Because of the wide variation in state policies, a person’s ability to move on from a troubled past depends a lot on where he or she lives. “This is justice by geography,” said Riya Saha Shah, staff attorney at the Juvenile Law Center, “and it’s just not justice.”

She also explained that juvenile records aren’t limited to just the name of the offender and the crimes he or she has committed. Part of what makes the files so sensitive is the fact that they include information about the offenders’ families, and their educational, medical, and mental health backgrounds, too. “This information is all necessary for the court to ensure that the youth is receiving targeted treatment and rehabilitative services,” she said. “However, maintaining these records really does very little to advance public safety, and it impedes the youth’s ability to grow and mature into adulthood.”

The developmental differences between children, teenagers, and adults bolster the argument for different law enforcement and interrogation tactics, different incarceration facilities, and different record-retention policies, based on an offender’s age. This is also a rapidly developing area of psychological and biological research. One team of legal scholars, neuroscientists, and a developmental psychologist worked together to map the differences between adolescent and adult brains with regard to impulse control and decision-making under stress—with the aim of using empirical science to recommend justice policy reform. The Juvenile Law Center’s report takes these developmental differences as a given, and places a strong emphasis on what they should mean for a young person’s ability to grow out of reckless behavior.

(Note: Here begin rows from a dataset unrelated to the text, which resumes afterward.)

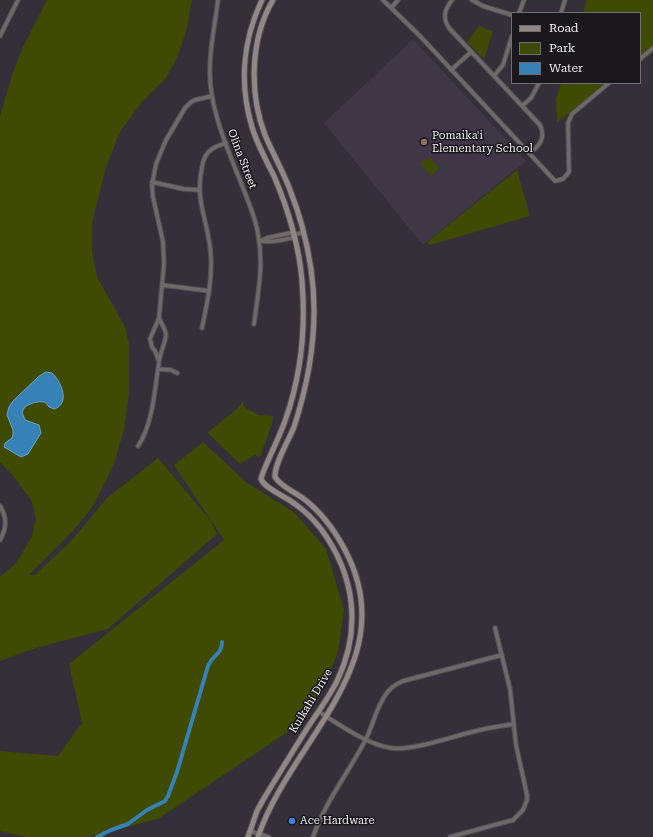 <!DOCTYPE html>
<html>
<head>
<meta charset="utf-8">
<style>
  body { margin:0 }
  #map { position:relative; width:653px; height:837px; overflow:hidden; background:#342f38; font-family:"Roboto Serif",serif }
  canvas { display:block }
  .legend { position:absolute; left:511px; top:12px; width:130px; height:72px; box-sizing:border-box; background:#1a181c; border:1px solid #6f6d71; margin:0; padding:5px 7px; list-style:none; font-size:12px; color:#efecf1 }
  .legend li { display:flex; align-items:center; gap:8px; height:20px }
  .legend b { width:20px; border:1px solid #6f6d71 }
</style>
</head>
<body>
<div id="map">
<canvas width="653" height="837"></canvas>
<ul class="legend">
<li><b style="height:5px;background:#918885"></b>Road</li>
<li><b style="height:11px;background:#3f4a03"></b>Park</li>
<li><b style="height:11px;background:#3681b6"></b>Water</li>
</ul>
</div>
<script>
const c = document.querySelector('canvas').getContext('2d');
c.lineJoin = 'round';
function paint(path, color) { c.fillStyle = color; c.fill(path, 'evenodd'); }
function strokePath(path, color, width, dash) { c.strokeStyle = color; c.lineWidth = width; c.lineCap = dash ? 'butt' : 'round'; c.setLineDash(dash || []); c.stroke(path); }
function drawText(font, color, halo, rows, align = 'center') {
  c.font = font + ' "Roboto Serif",serif'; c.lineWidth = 3; c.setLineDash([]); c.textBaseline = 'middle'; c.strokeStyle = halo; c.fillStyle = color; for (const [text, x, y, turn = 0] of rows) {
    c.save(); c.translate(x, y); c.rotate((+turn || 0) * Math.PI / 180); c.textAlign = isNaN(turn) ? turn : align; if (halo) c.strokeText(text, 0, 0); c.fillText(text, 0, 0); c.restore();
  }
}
paint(new Path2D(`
  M413 39 526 161 423 245 324 123Z`), '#403746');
paint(new Path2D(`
  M47 0H192L186 32 177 58 166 78 142 102 120 132 106 167 92 222V251L97 277 124 325 129 343V392L124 430 114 464 93 506 73 531 29 575H35L70 542 108 497 158 458 210 520 217 534 108 629 36 648 0 661V577L17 562 32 536 36 518 31 500 14 477 0 462V116L12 75 23 47Z
  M587 0H653V53L640 63V13H583Z
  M479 26 493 31 484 59 467 42Z
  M561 83H612L557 122 556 99Z
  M429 157 439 168 431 176 420 164Z
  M517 170 530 216 430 245 427 242Z
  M243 401 244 407 259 415 273 416 272 424 260 457 255 455 240 464 209 434 208 432 238 408Z
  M203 442 246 482 295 513 326 549 344 610 338 652 326 682 304 721 158 819 88 837H25L0 831V751L58 756 82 723 69 664 224 540 174 465Z`), '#3f4a03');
const water = new Path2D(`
  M46 372 52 373C61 381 71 404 54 409L49 407 45 402C38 401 29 403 24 408L22 412 25 420 39 425 41 433 28 454 21 457 4 447 5 443 12 438 13 434V430L7 415 9 407 13 401 38 377Z`);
paint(water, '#3681b6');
strokePath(water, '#6ea1c8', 1);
strokePath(new Path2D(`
  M97 837 111 830 128 824 147 810 165 801 168 796 177 772 208 666C212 655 222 655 222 642`), '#3681b6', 4);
const minor = new Path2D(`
  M218 0C214 32 206 64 212 96 218 130 233 162 245 193 250 206 256 220 258 234 264 264 258 293 254 324
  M383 0 420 36 555 181 563 179 569 172 568 123 572 114 609 83
  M452 0C445 9 442 17 449 28L540 125C546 138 540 145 530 153
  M472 0 483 6 512 15
  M392 7 398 0
  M519 13 524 0
  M561 13 565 0
  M0 36 18 0
  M640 59 653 48
  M451 70 471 52
  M494 76 503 65 512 36
  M522 106 531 98 539 83
  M152 182 184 189 199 190
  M263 241C272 243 283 240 292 238L294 235
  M259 242 267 238 290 233 294 235 304 232
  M162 285 209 291
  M202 328C207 304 212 282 211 258 210 224 194 203 202 167 203 160 206 153 212 149 216 146 221 145 226 143
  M159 361 155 351 152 347 150 339 159 318 164 264 163 242 153 197 152 185 156 164 166 140 185 108 191 102 195 100 212 96
  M158 369 171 370 177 373
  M138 446C153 425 155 387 159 362 160 353 165 344 166 335 166 330 161 323 159 318
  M0 506C7 518 7 528 0 540
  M318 711C338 724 368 745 391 748 412 751 451 737 472 732 486 728 500 726 514 724
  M250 831 269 837
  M313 837C325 802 349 772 366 739 373 725 376 708 386 694 390 688 396 684 403 681L502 655
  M450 837 513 820 523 810 527 800V795L516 745 510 689 495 628`);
const secondary = new Path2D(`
  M248 837 257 811 263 800C278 775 293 751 308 727 318 712 329 697 337 681 362 629 355 575 321 529 314 520 305 511 295 504 287 497 265 489 261 479 262 474 265 468 267 463 273 449 280 435 285 421 301 376 306 329 302 281 299 245 288 209 274 176 266 160 257 144 252 127 239 84 243 40 262 0
  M258 837C290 740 405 663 345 550 335 531 321 512 304 499 295 492 281 487 275 477 274 464 289 440 294 427 311 375 319 323 311 269 307 242 300 215 290 190 283 171 273 154 265 135 249 93 250 39 273 0`);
strokePath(minor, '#524d56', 5.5);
strokePath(secondary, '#524d56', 7);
strokePath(minor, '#6f6967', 3.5);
strokePath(secondary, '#918885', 5);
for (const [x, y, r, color] of [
  [424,142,4,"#8d6e63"],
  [292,821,4,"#3f7fe0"]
]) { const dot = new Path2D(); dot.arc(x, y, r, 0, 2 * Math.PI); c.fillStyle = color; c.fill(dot); strokePath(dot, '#1a181c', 1.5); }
drawText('11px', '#efecf1', '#1a181c', [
  ["Pomaika'i",432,136],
  ["Elementary School",432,149],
  ["Ace Hardware",300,821]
], 'left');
drawText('11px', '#efecf1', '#1a181c', [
  ["Olina Street",242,159,69],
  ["Kuikahi Drive",311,701,-59]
]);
</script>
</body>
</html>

“Adolescence is a process of maturation and development,” said Judge Jay D. Blitzman, First Justice of the Juvenile Court Department of Massachusetts, during the conference call last week. “Accountability is important, but accountability has got to be looked at in the context of this developmental arc, and allow for the possibility of meaningful sanctions which allow reintegration into society.” He concluded by saying, “If you believe in second chances, you should believe in expungement.”

Also on the call was Sharon Cox (a pseudonym), a medical assistant and married mother of two in Florida. Cox was involved in the juvenile court system when she was very young, and now, years later, she is not allowed to be a chaperone on her son’s school field trips, and has been rejected from nursing programs, because of her criminal record. Her records are still public; anyone equipped with her name and $18 can find out that she was arrested for auto theft when she was 15 years old, and decide that she’s not worth the risk, no matter how many years have passed.

The report ended on the recommendations that policymakers should strengthen juvenile record protections, states should work to remove the barriers to housing and jobs that records might present, and that courts should do a better job of helping young offenders understand the sealing and expungement processes. Every speaker on the call agreed that these changes can help the juvenile justice system do what it’s meant to do: rehabilitate and re-integrate young people who have made mistakes, but have the potential to learn from them and move on.

Even with all of the obstacles she’s had to face, Cox said, she is thankful for having gone through the court system as a teenager. “Without the juvenile justice system, I would not be the rehabilitated adult that I am today,” she said. “Although I’m not the only person going through this, and I’m sure there are many individuals out there who may have resorted back to a life of crime because they’ve seen that these restrictions aren’t something that they can overcome.”

*Update—February 26th, 2019: This post has been updated.